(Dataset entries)
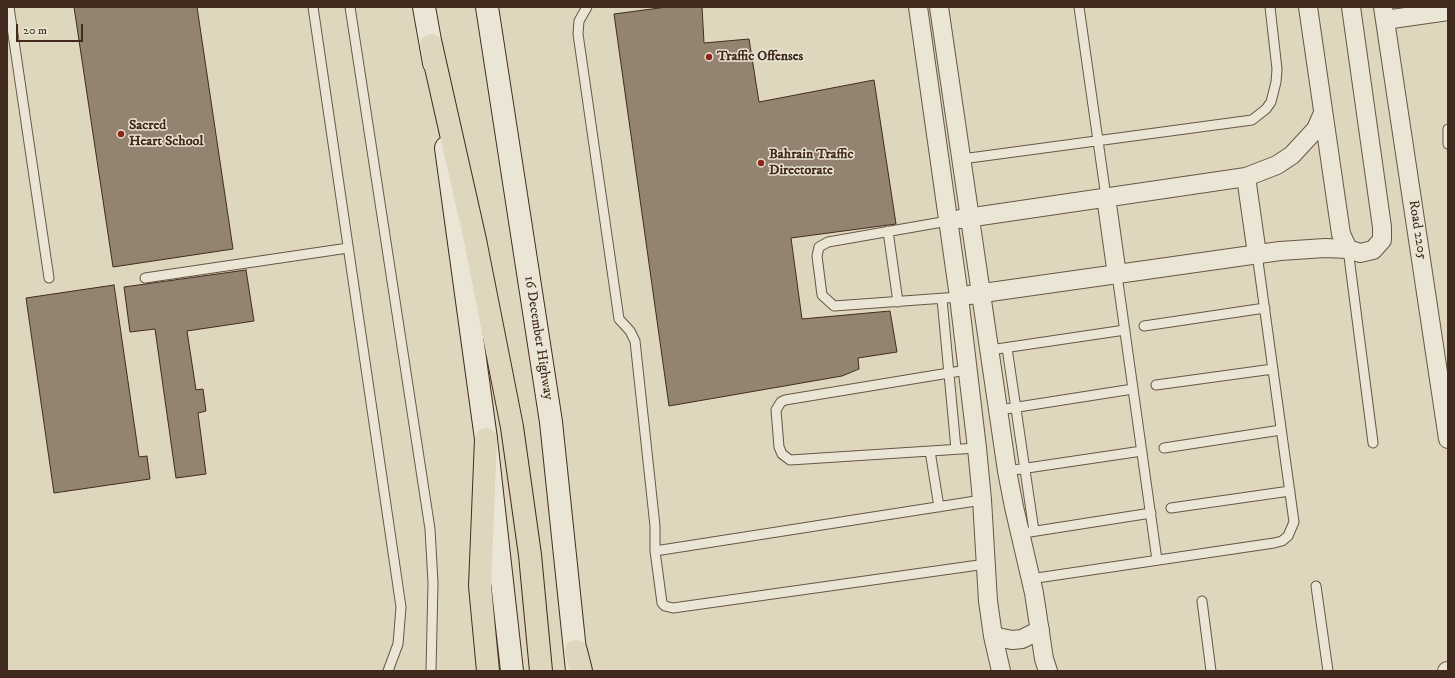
<!DOCTYPE html>
<style>
body{margin:0}
#map{position:relative;width:1455px;height:678px;overflow:hidden;background:#ded7bd;font-family:"IM FELL DW Pica",serif}
canvas{display:block}
.frame{position:absolute;inset:0;border:8px solid #422b1e;pointer-events:none}
.scale{position:absolute;left:16px;top:24px;width:67px;height:18px;box-sizing:border-box;border:2px solid #422b1e;border-top:0;padding-left:5px;font-size:12px;line-height:14px;white-space:nowrap;color:#422b1e;-webkit-text-stroke:3px #eae5d4;paint-order:stroke}
</style>
<div id="map">
<canvas width="1455" height="678"></canvas>
<div class="frame"></div>
<div class="scale">20 m</div>
</div>
<script>
const c = document.querySelector('canvas').getContext('2d');
c.lineJoin = 'round';
function fill(path, color) { c.fillStyle = color; c.fill(path, 'evenodd'); }
const shape = rows => new Path2D(rows.map(r => 'M' + r).join(''));
function stroke(path, color, width, dash) { c.strokeStyle = color; c.lineWidth = width; c.lineCap = dash ? 'butt' : 'round'; c.setLineDash(dash || []); c.stroke(path); }
function write(font, color, halo, rows, align = 'center') {
  c.font = font + ' "IM FELL DW Pica",serif'; c.lineWidth = 3; c.setLineDash([]); c.textBaseline = 'middle'; c.strokeStyle = halo; c.fillStyle = color; for (const [text, x, y, turn = 0] of rows) {
    c.save(); c.translate(x, y); c.rotate((+turn || 0) * Math.PI / 180); c.textAlign = isNaN(turn) ? turn : align; if (halo) c.strokeText(text, 0, 0); c.fillText(text, 0, 0); c.restore();
  }
}
const building = shape([
 [74,7,197,7,233,249,113,267,74,7],
 [667,7,702,7,704,43,749,39,759,102,874,80,896,224,791,238,802,319,890,311,897,352,858,358,859,369,842,376,669,406,614,14,667,7],
 [246,270,254,321,187,331,196,390,203,389,206,411,198,413,206,474,176,478,155,329,130,332,124,287,246,270],
 [114,285,139,457,147,456,150,479,54,493,26,298,114,285]
]);
fill(building, '#938471');
stroke(building, '#422b1e', 1);
const lane = shape([
 [9,7,49,278],
 [313,7,401,607,398,644,388,671],
 [350,7,430,529,433,583,431,671],
 [587,7,579,21,578,34,619,319,630,331,635,341,655,526,655,551,662,603,665,606,673,608,986,564],
 [1079,7,1106,197],
 [1448,129,1448,144],
 [962,159,1252,120,1266,109,1271,102,1276,82,1277,69,1270,7],
 [948,221,828,242,819,247,817,256,822,295,834,306,959,297],
 [888,231,898,302],
 [1348,249,1373,443],
 [1117,275,1157,560],
 [145,278,348,248],
 [942,299,956,449],
 [1144,326,1265,308],
 [1007,348,1034,531],
 [990,350,1125,330],
 [967,370,785,400,781,402,776,410,779,447,782,454,790,460,977,448],
 [1156,385,1273,369],
 [999,410,1133,389],
 [1164,448,1281,430],
 [930,451,939,507],
 [1007,471,1142,451],
 [1171,508,1290,491],
 [1030,532,1151,513],
 [655,551,982,500],
 [1030,579,1274,543,1282,541,1288,536,1294,522,1257,254],
 [1316,586,1328,671],
 [1202,601,1211,671]
]);
const street = shape([
 [918,7,959,297,977,448,982,500,988,601,993,636,1001,671],
 [939,7,1007,471,1014,507,1034,593,1044,659,1048,671],
 [1308,7,1341,234,1348,249,1360,253,1373,250,1382,240,1382,227,1351,7],
 [1383,7,1448,439],
 [1385,20,1448,11],
 [1246,177,1257,254],
 [1106,197,1117,275],
 [960,219,1246,177,1277,165,1292,155,1316,129,1323,113],
 [969,295,1280,251,1325,248,1348,249],
 [993,636,1012,640,1022,639,1040,630],
 [1447,671,1448,671]
]);
const secondary = shape([
 [424,7,434,63],
 [487,7,551,422,577,670],
 [446,148,486,439,512,671]
]);
const primary = shape([
 [431,45,475,240,512,427,530,555,541,671],
 [486,439,480,586,488,671],
 [576,651,581,671]
]);
stroke(lane, '#695646', 11);
stroke(street, '#695646', 20);
stroke(secondary, '#422b1e', 24);
stroke(primary, '#422b1e', 24);
stroke(lane, '#eae5d4', 9);
stroke(street, '#eae5d4', 18);
stroke(secondary, '#eae5d4', 22);
stroke(primary, '#ded7bd', 22);
for (const [x, y, r, color] of [
 [709,57,4,"#8f2418"],
 [121,134,4,"#8f2418"],
 [761,163,4,"#8f2418"]
]) { const dot = new Path2D(); dot.arc(x, y, r, 0, 2 * Math.PI); c.fillStyle = color; c.fill(dot); stroke(dot, '#eae5d4', 1.5); }
write('bold 14px', '#422b1e', '#eae5d4', [
 ["Traffic Offenses",717,57],
 ["Sacred",129,126],
 ["Heart School",129,142],
 ["Bahrain Traffic",769,155],
 ["Directorate",769,171]
], 'left');
write('14px', '#422b1e', '#eae5d4', [
 ["Road 2205",1417,230,81],
 ["16 December Highway",538,338,81]
]);
</script>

§ WHAT YOU WILL DO
Beginning with the line that has "stroke(lane, '#eae5d4', 9);", set down every line of the entries above through the final one, unchanged.

§ ANSWER FOR THE TASK
stroke(lane, '#eae5d4', 9);
stroke(street, '#eae5d4', 18);
stroke(secondary, '#eae5d4', 22);
stroke(primary, '#ded7bd', 22);
for (const [x, y, r, color] of [
 [709,57,4,"#8f2418"],
 [121,134,4,"#8f2418"],
 [761,163,4,"#8f2418"]
]) { const dot = new Path2D(); dot.arc(x, y, r, 0, 2 * Math.PI); c.fillStyle = color; c.fill(dot); stroke(dot, '#eae5d4', 1.5); }
write('bold 14px', '#422b1e', '#eae5d4', [
 ["Traffic Offenses",717,57],
 ["Sacred",129,126],
 ["Heart School",129,142],
 ["Bahrain Traffic",769,155],
 ["Directorate",769,171]
], 'left');
write('14px', '#422b1e', '#eae5d4', [
 ["Road 2205",1417,230,81],
 ["16 December Highway",538,338,81]
]);
</script>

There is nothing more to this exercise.